In response to a query from an analyst about the company’s ambitions for generative AI on Thursday, Amazon CEO Andy Jassy provided an unusually detailed response. Amazon is creating its own LLMs and inventing data-center processors for machine learning, according to Jassy, who emphasised how large the market is.
“These large language models, generative AI capability, has been around for a while. But frankly, the models were not that compelling until about six to nine months ago,” Jassy said. “They have gotten so much bigger and so much better so much more quickly that it really presents a remarkable opportunity to transform virtually every customer experience that exists.”
Jassy added that due to Amazon’s size, it would be able to develop LLMs, which can involve hundreds of computers working for weeks under the supervision of high-priced machine learning engineers.
“There will be a small number of companies that want to invest that time and money and we will be one of them at Amazon,” Jassy said.
For Amazon, selling access to the technology via its Amazon Web Services segment is the primary objective, in contrast to Microsoft and Google. To help engineers create code, for example, Amazon will work on specific applications, according to Jassy.
“Every single one of our businesses inside of Amazon are building on top of large language models to reinvent our customer experience,” Jassy said. That includes voice assistant Alexa, he said.
After refocusing his organization’s efforts on the metaverse in late 2021, Meta CEO Mark Zuckerberg made an effort to dispel the myth that his corporation is no longer primarily concerned with it.
He did, however, want investors to understand that Meta may invest in metaverse technology while also pouring a tonne of money into AI, which he referred to as a “key theme” for his business.
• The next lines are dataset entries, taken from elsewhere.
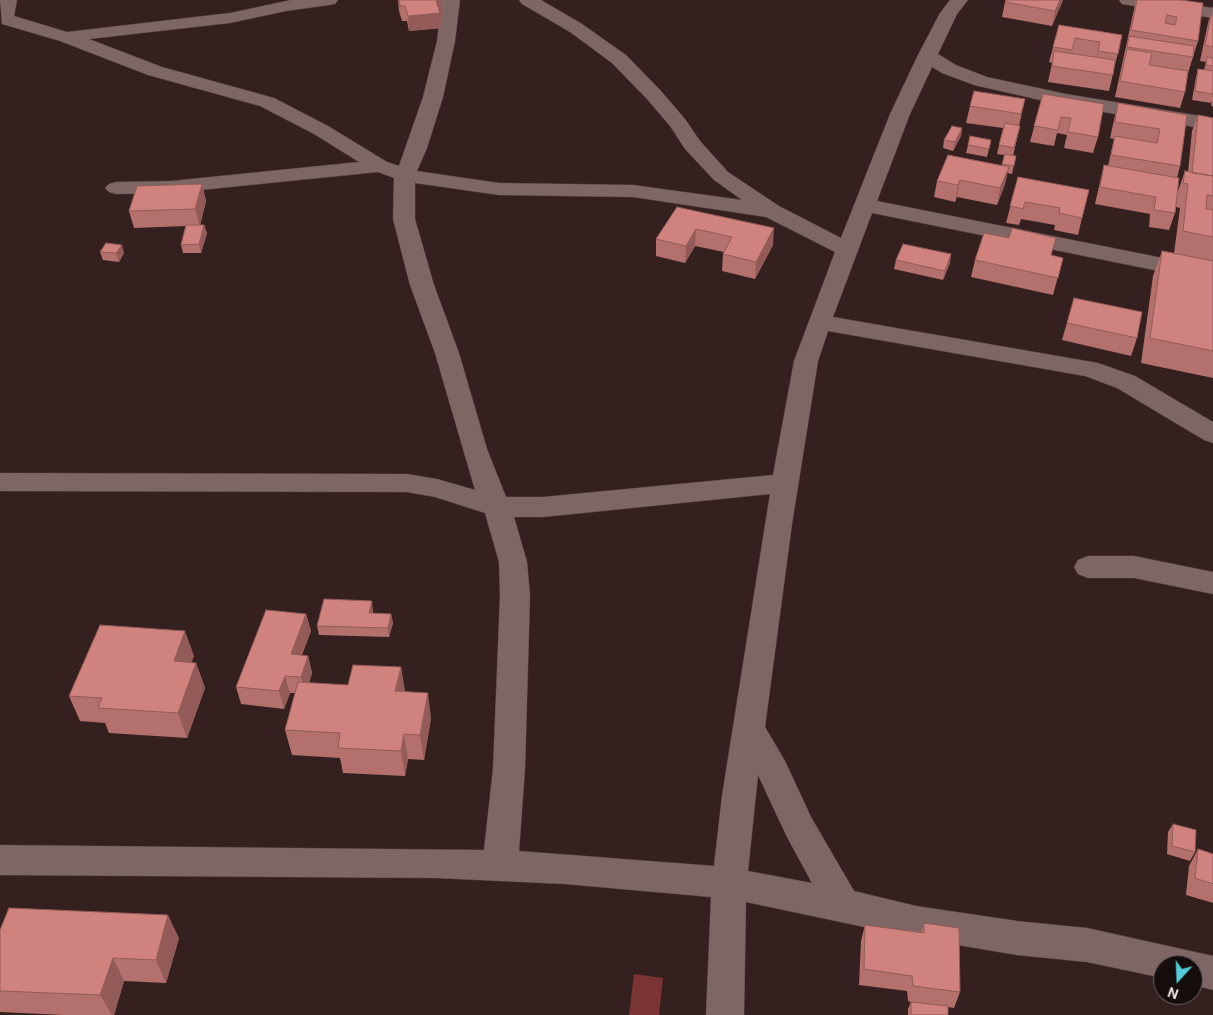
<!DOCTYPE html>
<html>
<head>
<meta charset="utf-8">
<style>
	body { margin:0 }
	#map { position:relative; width:1213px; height:1015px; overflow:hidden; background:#34201f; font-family:"DM Sans",sans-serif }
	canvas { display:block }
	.north { position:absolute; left:1153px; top:955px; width:50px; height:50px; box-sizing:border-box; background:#150c0c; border:1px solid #6f6464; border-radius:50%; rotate:200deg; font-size:14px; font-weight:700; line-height:20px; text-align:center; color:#f6e8e7 }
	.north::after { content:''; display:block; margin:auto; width:18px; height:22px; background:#52ccd6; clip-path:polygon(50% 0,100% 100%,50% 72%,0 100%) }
</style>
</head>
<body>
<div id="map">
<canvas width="1213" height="1015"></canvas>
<div class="north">N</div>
</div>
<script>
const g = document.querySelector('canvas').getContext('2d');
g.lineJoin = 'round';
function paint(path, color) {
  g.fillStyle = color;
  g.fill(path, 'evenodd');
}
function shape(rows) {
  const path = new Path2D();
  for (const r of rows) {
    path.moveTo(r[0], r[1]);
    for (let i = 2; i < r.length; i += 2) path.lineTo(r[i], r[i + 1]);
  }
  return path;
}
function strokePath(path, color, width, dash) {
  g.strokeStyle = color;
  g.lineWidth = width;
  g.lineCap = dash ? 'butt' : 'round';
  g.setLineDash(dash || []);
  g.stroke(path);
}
const water = shape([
	[634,974,663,978,659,1015,629,1015]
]);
const minor = shape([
	[0,0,17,0,14,16,67,32,230,13,291,0,338,0,335,4,329,5,286,11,230,23,89,39,162,67,274,98,328,126,387,162,399,166,423,97,437,41,442,0,460,0,455,41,443,97,427,148,417,171,499,183,633,185,742,200,714,180,685,149,670,126,647,99,612,63,570,32,522,4,519,0,541,0,582,24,626,55,661,91,685,119,700,141,728,172,779,206,841,238,890,114,918,55,940,13,950,0,968,0,957,14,938,54,956,65,987,77,1066,94,1213,118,1213,130,1066,106,974,85,942,73,932,67,910,114,877,201,1213,268,1213,282,872,213,833,317,1098,363,1135,376,1213,422,1213,443,1204,440,1117,388,1085,376,828,331,818,361,792,524,765,727,785,761,811,817,854,891,916,906,1017,921,1087,928,1213,956,1213,990,1193,985,1193,965,1163,965,1163,978,1087,962,1017,955,916,938,746,902,744,1015,706,1015,711,897,565,884,436,878,0,875,0,845,484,850,493,769,500,596,499,562,485,513,435,497,407,492,0,491,0,473,407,474,437,479,475,490,435,353,410,285,393,219,394,178,378,172,171,193,116,194,109,192,105,188,109,184,116,182,171,181,359,162,314,134,260,106,148,75,60,41,2,24,0,0],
	[415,183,499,195,633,197,766,217,835,252,794,361,773,475,543,497,506,497,487,449,459,353,434,285,415,219,415,183],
	[770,494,722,796,714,866,519,851,525,769,530,596,527,562,514,517,543,517,770,494],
	[758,775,787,837,812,883,748,871,758,775],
	[1119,0,1162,0,1213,8,1213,18,1128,5,1122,4,1119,0],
	[1088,556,1134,556,1213,572,1213,594,1134,578,1088,578,1078,574,1074,567,1078,560,1088,556]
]);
const wall = shape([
	[398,0,442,0,443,16,441,16,442,28,409,31,407,21,402,21,399,11],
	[1063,0,1052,26,1002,17,1005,2],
	[1136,0,1181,0,1198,41,1188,73,1185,92,1180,108,1115,97],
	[1213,7,1213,106,1211,106,1212,101,1211,103,1192,100,1196,77,1198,69,1204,70,1206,62,1200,61,1208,23],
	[1059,25,1122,35,1109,91,1048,82,1052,63,1049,62],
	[1043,94,1098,137,1093,153,1064,148,1067,135,1057,133,1054,146,1030,142],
	[1025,99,1019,126,1020,126,1013,156,1016,156,1012,174,1007,173,1005,184,997,205,957,197,955,202,934,197,937,181,1002,166,1004,155,997,154,1003,128,966,123,970,106],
	[1118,103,1187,115,1180,166,1177,178,1177,194,1185,171,1188,172,1192,131,1198,115,1213,118,1213,378,1141,363,1153,276,1162,251,1174,253,1180,208,1176,207,1175,213,1169,230,1149,227,1150,214,1095,204,1100,182,1104,165,1108,166,1114,139,1110,138,1114,120],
	[962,128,961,136,953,151,943,148,944,140],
	[991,140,987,157,966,153,968,145],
	[1018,177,1082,218,1078,235,1054,230,1055,225,1021,219,1019,225,1006,223],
	[202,184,206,201,200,225,204,225,207,233,201,253,183,253,181,245,186,226,134,228,129,211],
	[677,207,773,245,755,279,722,271,723,254,724,252,695,246,685,263,656,256,656,239],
	[100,252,124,253,119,262,103,260],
	[1052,256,1063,258,1053,295,971,277,975,260],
	[896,260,950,263,943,280,894,269],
	[1074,298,1137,338,1131,356,1062,340],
	[373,610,373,613,391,614,393,623,389,637,319,635,317,626],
	[306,614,311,631,302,655,308,656,312,673,309,683,348,685,401,667,405,692,431,718,424,760,408,759,405,776,343,773,340,758,292,755,285,730,295,693,290,693,284,709,241,704,236,687],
	[194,656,191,663,196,663,205,688,187,738,109,733,105,723,80,721,69,696],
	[1173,824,1195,852,1190,861,1167,854,1168,832],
	[1198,849,1213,854,1213,903,1186,895,1189,866],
	[924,923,960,992,954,1008,948,1007,948,1015,908,1015,908,1009,911,1002,908,1001,907,991,859,985,861,941,865,925,921,932],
	[0,930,179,938,166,983,124,981,114,1015,64,1015,0,1012]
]);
const shadedWall = shape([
	[442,0,443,16,441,16,442,28,409,31,408,16,436,1],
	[1060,0,1063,0,1052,26,1055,11],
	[962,128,961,136,953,151,955,142],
	[1009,167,1005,184,997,205,1000,188],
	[960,180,957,197,955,202,958,185],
	[202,184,206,201,200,226,195,209],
	[204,225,207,233,201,253,199,244],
	[774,228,773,245,755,279,756,262],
	[696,229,695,246,685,263,686,246],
	[122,245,124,253,119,262,116,253],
	[951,254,950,263,943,280,945,271],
	[372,601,373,610,370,622,369,613],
	[306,614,311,631,295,672,291,654],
	[391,614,393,623,389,637,388,628],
	[185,631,194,656,182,687,174,661],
	[308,656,312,673,305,695,301,677],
	[196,663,205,688,187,738,178,713],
	[401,667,405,692,395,691],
	[285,676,290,693,284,709,279,691],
	[428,693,431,718,424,760,420,735],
	[404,734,408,759,405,776,401,751],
	[168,915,179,938,166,983,156,960],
	[113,958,124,981,114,1015,112,1015,100,995]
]);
const building = shape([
	[399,0,442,0,436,1,440,13,408,16,405,6,400,6,399,0],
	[1006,0,1060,0,1055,11,1005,2,1006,0],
	[1137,0,1181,0,1203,3,1198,41,1131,30,1137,0],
	[1167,15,1177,17,1175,25,1165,23,1167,15],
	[1213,7,1213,47,1205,45,1213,7],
	[1059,25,1122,35,1118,54,1098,51,1100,42,1075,38,1072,50,1053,47,1059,25],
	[1129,36,1194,46,1193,57,1127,47,1129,36],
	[1127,49,1152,53,1149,65,1188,71,1185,92,1120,81,1127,49],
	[1054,51,1115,60,1113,75,1052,66,1054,51],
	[1207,57,1213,58,1213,66,1206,65,1207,57],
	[1198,69,1213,71,1213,94,1195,91,1198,69],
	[974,91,1025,99,1021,114,970,106,974,91],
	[1043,94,1104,104,1098,137,1068,132,1071,118,1061,117,1058,130,1034,126,1043,94],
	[1118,103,1187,115,1180,166,1111,155,1115,136,1157,143,1160,129,1115,122,1118,103],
	[1198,115,1213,118,1213,176,1192,173,1198,115],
	[1005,123,1020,126,1014,148,999,145,1005,123],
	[952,126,962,128,955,142,944,140,952,126],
	[970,136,991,140,989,149,968,145,970,136],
	[1005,154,1016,156,1014,166,1002,164,1005,154],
	[948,155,1009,167,1000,188,960,180,958,185,937,181,948,155],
	[1104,165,1179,178,1175,213,1154,210,1156,197,1100,187,1104,165],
	[1185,171,1213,176,1213,196,1207,195,1206,209,1213,210,1213,237,1183,231,1188,184,1183,183,1185,171],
	[1018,177,1089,190,1082,218,1059,213,1060,208,1025,202,1023,209,1010,206,1018,177],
	[202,184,195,209,129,211,137,186,202,184],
	[677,207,774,228,756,262,723,254,732,237,696,229,686,246,656,239,677,207],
	[186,225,204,225,199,244,181,245,186,225],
	[1012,228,1056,238,1051,255,1063,258,1058,278,975,260,984,233,1009,238,1012,228],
	[106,243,122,245,116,253,100,252,106,243],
	[903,244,951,254,945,271,896,260,903,244],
	[1162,251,1213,261,1213,351,1150,338,1162,251],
	[1074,298,1142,312,1137,338,1067,323,1074,298],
	[324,599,372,601,369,613,391,614,388,628,317,626,324,599],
	[266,610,306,614,291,654,308,656,301,677,285,676,279,691,236,687,266,610],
	[100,625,185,631,174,661,196,663,178,713,98,708,102,698,69,696,100,625],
	[353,665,401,667,395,691,428,693,420,735,404,734,401,751,338,748,340,733,285,730,298,682,348,685,353,665],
	[1173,824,1196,830,1195,852,1172,846,1173,824],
	[1198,849,1213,854,1213,884,1195,878,1198,849],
	[9,908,168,915,156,960,113,958,100,995,0,991,0,930,9,908],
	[924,923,959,928,960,992,913,986,912,976,864,969,865,925,924,933,924,923],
	[911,1002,948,1006,948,1015,911,1015,911,1002]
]);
paint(water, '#793433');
strokePath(minor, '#503f3e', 1);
paint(minor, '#7e6664');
paint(wall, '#b3706c');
paint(shadedWall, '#925b58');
paint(building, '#d0827e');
strokePath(building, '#925b58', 1);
</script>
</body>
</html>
According to Zuckerberg, the firm has utilised machine learning to power products like Facebook’s news feed and ad systems and to offer recommendations, but generative foundation models are now the company’s primary area of concentration.
“It’s been a pretty amazing year of progress on this front, and the work happening now is going to impact every single one of our apps and services,” Zuckerberg said.
According to him, the business would use the technology to develop a range of goods, such as chat features for Facebook Messenger and WhatsApp, tools for creating photos for Facebook and Instagram posts, and eventually software that could generate complete videos from brief descriptions.
He is particularly interested in the idea of “AI agents,” which is a term used to describe AI programmes that can complete tasks.
“There’s an opportunity to introduce AI agents to billions of people in ways that will be useful and meaningful,” Zuckerberg said. One possibility for an AI agent would be to handle customer service for businesses, Meta has said.
Zuckerberg spoke on the significant expenditures the business made to equip its datacenters for AI applications. He claimed that the “main driver” of the increase in capital expenditures made by Meta over the previous few years was technology.
“At this point we are no longer behind in building out our AI infrastructure,” Zuckerberg said.
It doesn’t follow that Meta has stopped purchasing graphics processors. In order to “continue investing,” the firm will need to deploy its generative AI products and gain a better understanding of the resources needed, according to Zuckerberg.